:: DATA IN THIS EXERCISE ::
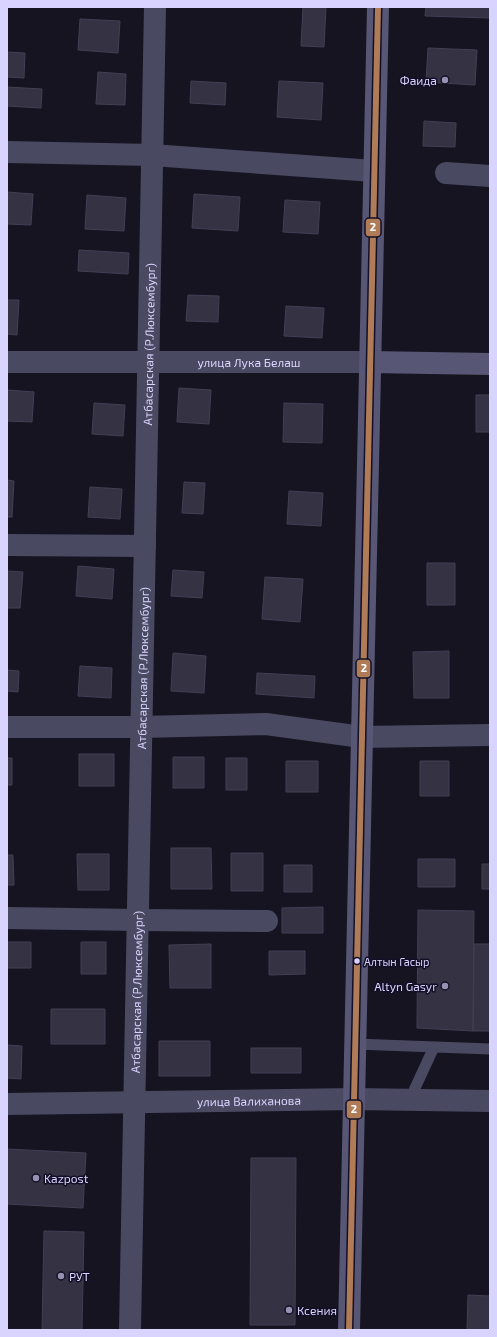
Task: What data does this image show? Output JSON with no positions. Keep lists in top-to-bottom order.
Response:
{
  "streets": {
    "main road": ["улица Лука Белаш"],
    "street": ["Атбасарская (Р.Люксембург)", "улица Валиханова"]
  },
  "crossings": [
    ["Атбасарская (Р.Люксембург)", "улица Лука Белаш"],
    ["Атбасарская (Р.Люксембург)", "улица Валиханова"]
  ],
  "places": [
    "Фаида",
    "Алтын Гасыр",
    "Altyn Gasyr",
    "Kazpost",
    "РУТ",
    "Ксения"
  ],
  "lines": ["transit line 2"]
}
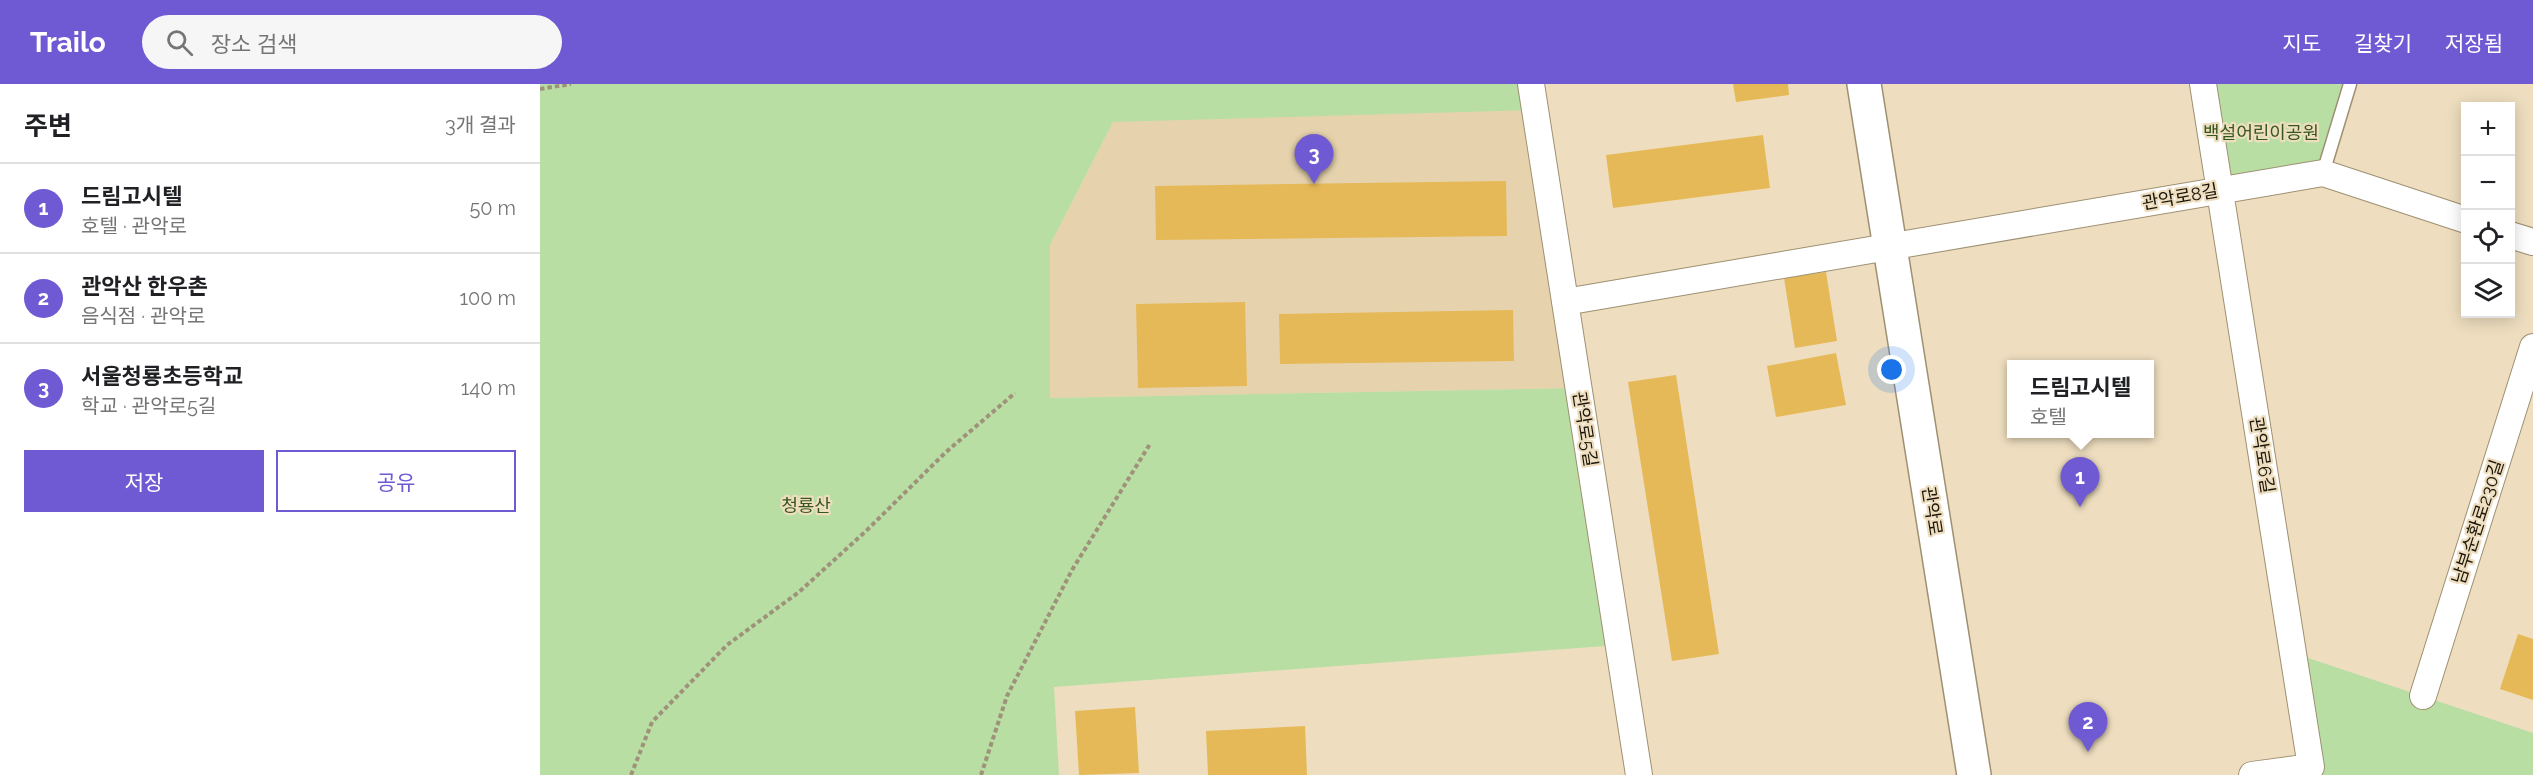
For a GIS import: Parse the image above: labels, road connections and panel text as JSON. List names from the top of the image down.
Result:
{
  "streets": {
    "main road": ["관악로"],
    "street": [
      "관악로8길",
      "관악로5길",
      "관악로6길",
      "남부순환로230길"
    ]
  },
  "crossings": [
    ["관악로8길", "관악로6길"],
    ["관악로8길", "관악로"]
  ],
  "parks": ["백설어린이공원", "청룡산"],
  "page": {
    "header": "Trailo",
    "search": "장소 검색",
    "nav": ["지도", "길찾기", "저장됨"],
    "heading": ["주변", "3개 결과"],
    "map_buttons": ["+", "−"],
    "pins": ["3", "1", "2"],
    "list": [
      {
        "mark": "1",
        "name": "드림고시텔",
        "note": "호텔 · 관악로",
        "value": "50 m"
      },
      {
        "mark": "2",
        "name": "관악산 한우촌",
        "note": "음식점 · 관악로",
        "value": "100 m"
      },
      {
        "mark": "3",
        "name": "서울청룡초등학교",
        "note": "학교 · 관악로5길",
        "value": "140 m"
      }
    ],
    "popup": ["드림고시텔", "호텔"],
    "buttons": ["저장", "공유"]
  }
}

:: BRIEF ::
Check every line above for the string "image" and state how many have it, with no other words.

:: RESULT OF THE EXERCISE ::
2